-- Task --
In your copy of the data, omit the pictures and keep all else exactly as given.

-- Given data --

--------

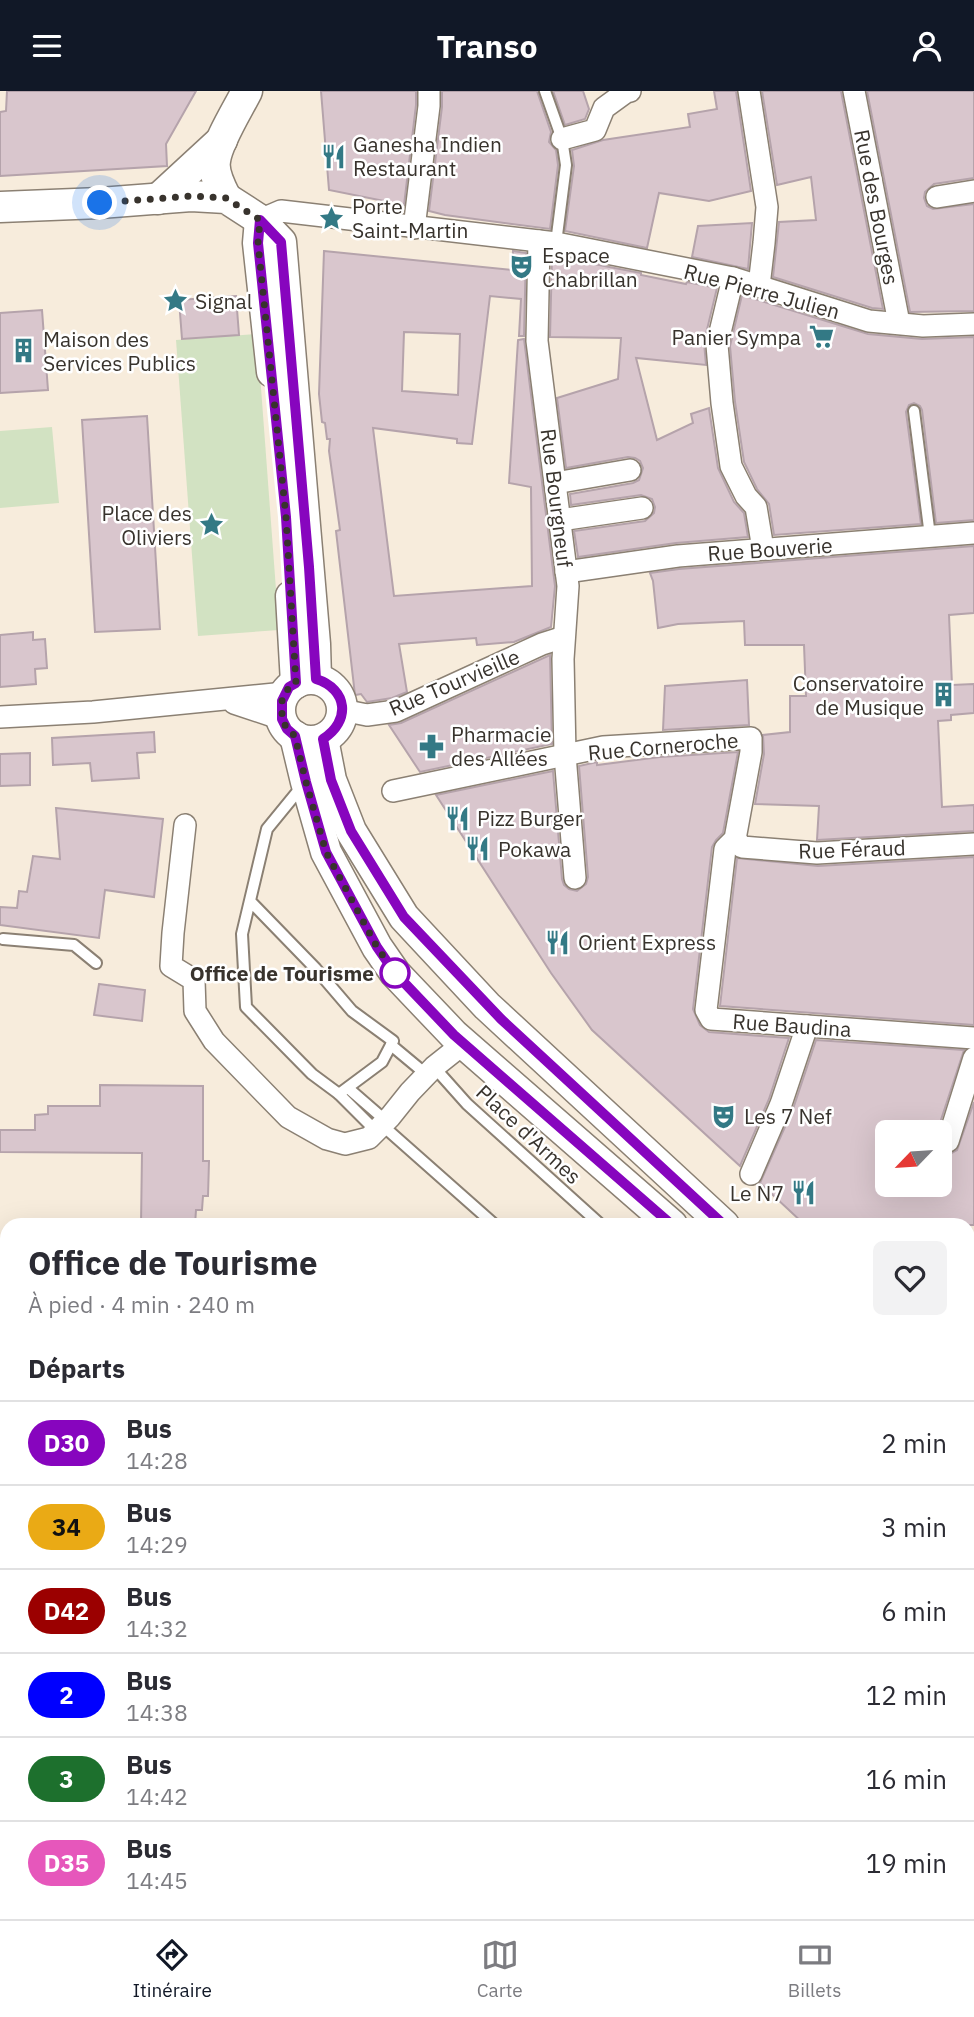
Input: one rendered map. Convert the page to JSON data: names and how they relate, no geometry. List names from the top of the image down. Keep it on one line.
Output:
{"streets":{"street":["Rue des Bourges","Rue Pierre Julien","Rue Bourgneuf","Rue Bouverie","Rue Tourvieille","Rue Corneroche","Rue Féraud","Rue Baudina"],"lane":["Place d'Armes"]},"crossings":[["Rue des Bourges","Rue Pierre Julien"],["Rue Pierre Julien","Rue Bourgneuf"],["Rue Bourgneuf","Rue Bouverie"],["Rue Bourgneuf","Rue Tourvieille"],["Rue Bourgneuf","Rue Corneroche"],["Rue Corneroche","Rue Féraud"],["Rue Corneroche","Rue Baudina"],["Rue Féraud","Rue Baudina"]],"places":{"restaurant":["Ganesha Indien Restaurant","Pizz Burger","Pokawa","Orient Express","Le N7"],"place":["Porte Saint-Martin","Signal","Place des Oliviers"],"theatre":["Espace Chabrillan","Les 7 Nef"],"supermarket":["Panier Sympa"],"building":["Maison des Services Publics","Conservatoire de Musique"],"pharmacy":["Pharmacie des Allées"],"other":["Office de Tourisme"]},"lines":["bus line D30"],"north":"bottom left","page":{"header":"Transo","heading":[["Office de Tourisme","À pied · 4 min · 240 m"],"Départs"],"list":[{"mark":"D30","name":"Bus","note":"14:28","value":"2 min"},{"mark":"34","name":"Bus","note":"14:29","value":"3 min"},{"mark":"D42","name":"Bus","note":"14:32","value":"6 min"},{"mark":"2","name":"Bus","note":"14:38","value":"12 min"},{"mark":"3","name":"Bus","note":"14:42","value":"16 min"},{"mark":"D35","name":"Bus","note":"14:45","value":"19 min"}],"tabs":["Itinéraire","Carte","Billets"]}}
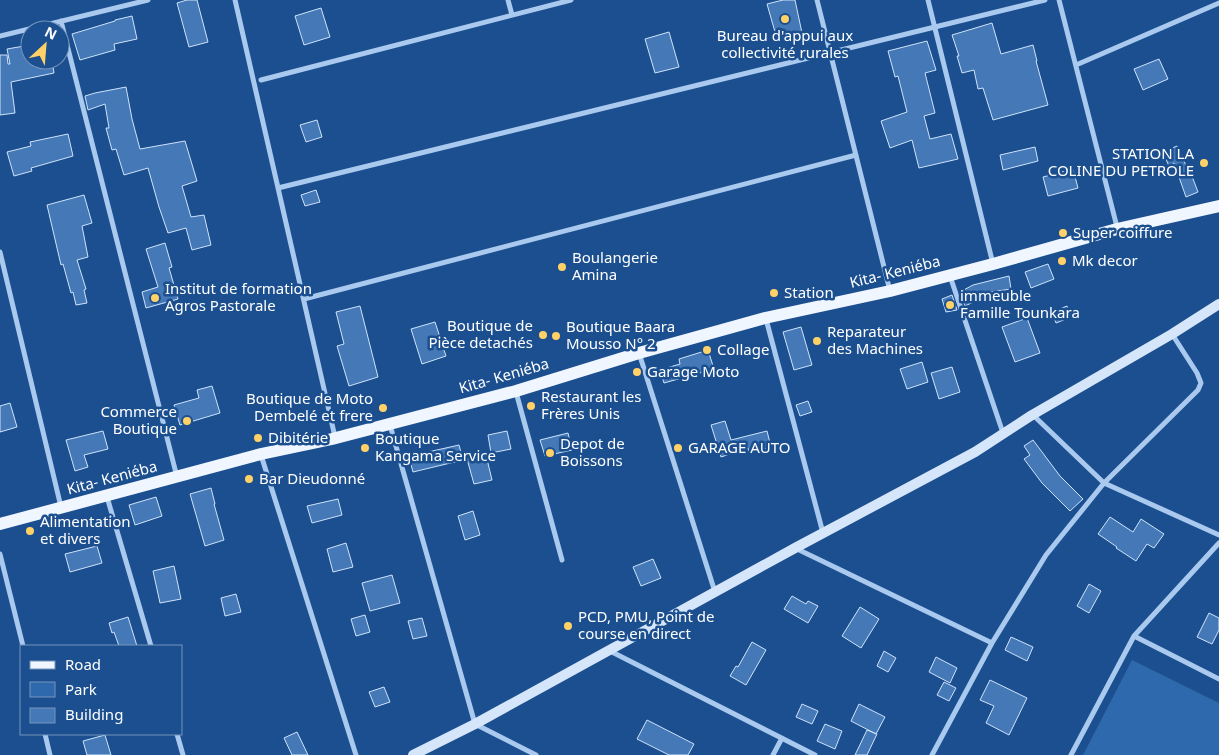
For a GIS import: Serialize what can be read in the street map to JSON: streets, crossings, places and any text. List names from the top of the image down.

--------

-- Answer for this exercise --
Input: one rendered map. Convert the page to JSON data: names and how they relate, no geometry. List names from the top of the image down. Keep it on one line.
Output:
{"streets":{"street":["Rue des Bourges","Rue Pierre Julien","Rue Bourgneuf","Rue Bouverie","Rue Tourvieille","Rue Corneroche","Rue Féraud","Rue Baudina"],"lane":["Place d'Armes"]},"crossings":[["Rue des Bourges","Rue Pierre Julien"],["Rue Pierre Julien","Rue Bourgneuf"],["Rue Bourgneuf","Rue Bouverie"],["Rue Bourgneuf","Rue Tourvieille"],["Rue Bourgneuf","Rue Corneroche"],["Rue Corneroche","Rue Féraud"],["Rue Corneroche","Rue Baudina"],["Rue Féraud","Rue Baudina"]],"places":{"restaurant":["Ganesha Indien Restaurant","Pizz Burger","Pokawa","Orient Express","Le N7"],"place":["Porte Saint-Martin","Signal","Place des Oliviers"],"theatre":["Espace Chabrillan","Les 7 Nef"],"supermarket":["Panier Sympa"],"building":["Maison des Services Publics","Conservatoire de Musique"],"pharmacy":["Pharmacie des Allées"],"other":["Office de Tourisme"]},"lines":["bus line D30"],"north":"bottom left","page":{"header":"Transo","heading":[["Office de Tourisme","À pied · 4 min · 240 m"],"Départs"],"list":[{"mark":"D30","name":"Bus","note":"14:28","value":"2 min"},{"mark":"34","name":"Bus","note":"14:29","value":"3 min"},{"mark":"D42","name":"Bus","note":"14:32","value":"6 min"},{"mark":"2","name":"Bus","note":"14:38","value":"12 min"},{"mark":"3","name":"Bus","note":"14:42","value":"16 min"},{"mark":"D35","name":"Bus","note":"14:45","value":"19 min"}],"tabs":["Itinéraire","Carte","Billets"]}}
For a GIS import: Serialize what can be read in the street map to JSON: streets, crossings, places and any text. List names from the top of the image down.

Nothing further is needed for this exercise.